* [RAW DATA]:

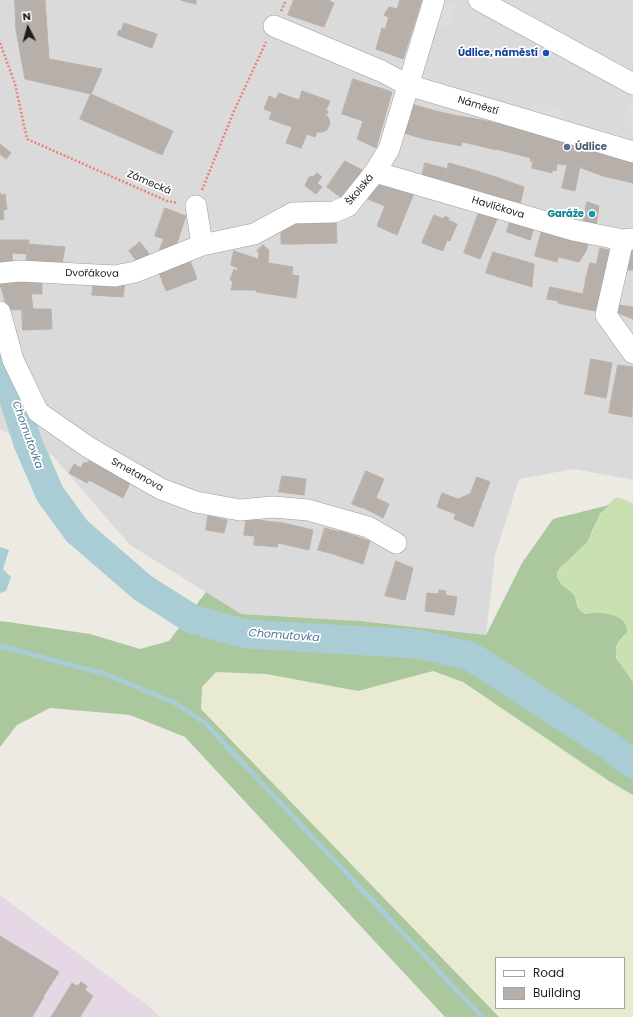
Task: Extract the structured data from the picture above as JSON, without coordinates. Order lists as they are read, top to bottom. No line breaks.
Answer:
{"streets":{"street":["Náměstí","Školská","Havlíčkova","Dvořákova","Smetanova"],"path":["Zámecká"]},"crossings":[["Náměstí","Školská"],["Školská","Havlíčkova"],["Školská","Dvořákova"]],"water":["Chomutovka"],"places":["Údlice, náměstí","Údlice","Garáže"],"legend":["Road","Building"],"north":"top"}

* [DESCRIPTION OF THE TASK]: In the copy, include no pictures, but repeat the listing exactly.

* [WRITTEN SOLUTION]:
Task: Extract the structured data from the picture above as JSON, without coordinates. Order lists as they are read, top to bottom. No line breaks.
Answer:
{"streets":{"street":["Náměstí","Školská","Havlíčkova","Dvořákova","Smetanova"],"path":["Zámecká"]},"crossings":[["Náměstí","Školská"],["Školská","Havlíčkova"],["Školská","Dvořákova"]],"water":["Chomutovka"],"places":["Údlice, náměstí","Údlice","Garáže"],"legend":["Road","Building"],"north":"top"}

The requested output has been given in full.